Dataset entries:

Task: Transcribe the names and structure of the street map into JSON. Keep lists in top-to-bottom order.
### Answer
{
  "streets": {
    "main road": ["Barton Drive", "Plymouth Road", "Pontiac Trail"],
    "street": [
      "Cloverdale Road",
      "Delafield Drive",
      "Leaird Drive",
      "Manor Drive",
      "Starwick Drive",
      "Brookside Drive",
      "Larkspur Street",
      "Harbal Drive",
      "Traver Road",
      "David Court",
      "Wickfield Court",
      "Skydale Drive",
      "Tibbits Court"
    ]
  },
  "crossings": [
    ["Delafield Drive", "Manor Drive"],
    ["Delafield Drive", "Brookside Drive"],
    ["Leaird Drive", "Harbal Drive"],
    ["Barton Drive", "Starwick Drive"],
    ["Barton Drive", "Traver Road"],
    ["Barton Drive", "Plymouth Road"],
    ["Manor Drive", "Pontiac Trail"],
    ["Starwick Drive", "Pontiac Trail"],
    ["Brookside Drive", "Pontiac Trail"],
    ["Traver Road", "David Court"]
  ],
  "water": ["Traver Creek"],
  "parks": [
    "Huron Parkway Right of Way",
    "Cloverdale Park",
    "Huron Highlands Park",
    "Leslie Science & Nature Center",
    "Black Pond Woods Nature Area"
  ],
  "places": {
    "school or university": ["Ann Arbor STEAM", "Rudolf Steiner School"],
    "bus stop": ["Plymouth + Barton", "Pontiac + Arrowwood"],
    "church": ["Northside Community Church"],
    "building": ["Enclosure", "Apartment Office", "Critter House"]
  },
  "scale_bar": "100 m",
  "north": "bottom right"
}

REQUIRED WORK: All records must be repeated exactly, with none skipped.

RESPONSE TO THIS TASK:
Task: Transcribe the names and structure of the street map into JSON. Keep lists in top-to-bottom order.
### Answer
{
  "streets": {
    "main road": ["Barton Drive", "Plymouth Road", "Pontiac Trail"],
    "street": [
      "Cloverdale Road",
      "Delafield Drive",
      "Leaird Drive",
      "Manor Drive",
      "Starwick Drive",
      "Brookside Drive",
      "Larkspur Street",
      "Harbal Drive",
      "Traver Road",
      "David Court",
      "Wickfield Court",
      "Skydale Drive",
      "Tibbits Court"
    ]
  },
  "crossings": [
    ["Delafield Drive", "Manor Drive"],
    ["Delafield Drive", "Brookside Drive"],
    ["Leaird Drive", "Harbal Drive"],
    ["Barton Drive", "Starwick Drive"],
    ["Barton Drive", "Traver Road"],
    ["Barton Drive", "Plymouth Road"],
    ["Manor Drive", "Pontiac Trail"],
    ["Starwick Drive", "Pontiac Trail"],
    ["Brookside Drive", "Pontiac Trail"],
    ["Traver Road", "David Court"]
  ],
  "water": ["Traver Creek"],
  "parks": [
    "Huron Parkway Right of Way",
    "Cloverdale Park",
    "Huron Highlands Park",
    "Leslie Science & Nature Center",
    "Black Pond Woods Nature Area"
  ],
  "places": {
    "school or university": ["Ann Arbor STEAM", "Rudolf Steiner School"],
    "bus stop": ["Plymouth + Barton", "Pontiac + Arrowwood"],
    "church": ["Northside Community Church"],
    "building": ["Enclosure", "Apartment Office", "Critter House"]
  },
  "scale_bar": "100 m",
  "north": "bottom right"
}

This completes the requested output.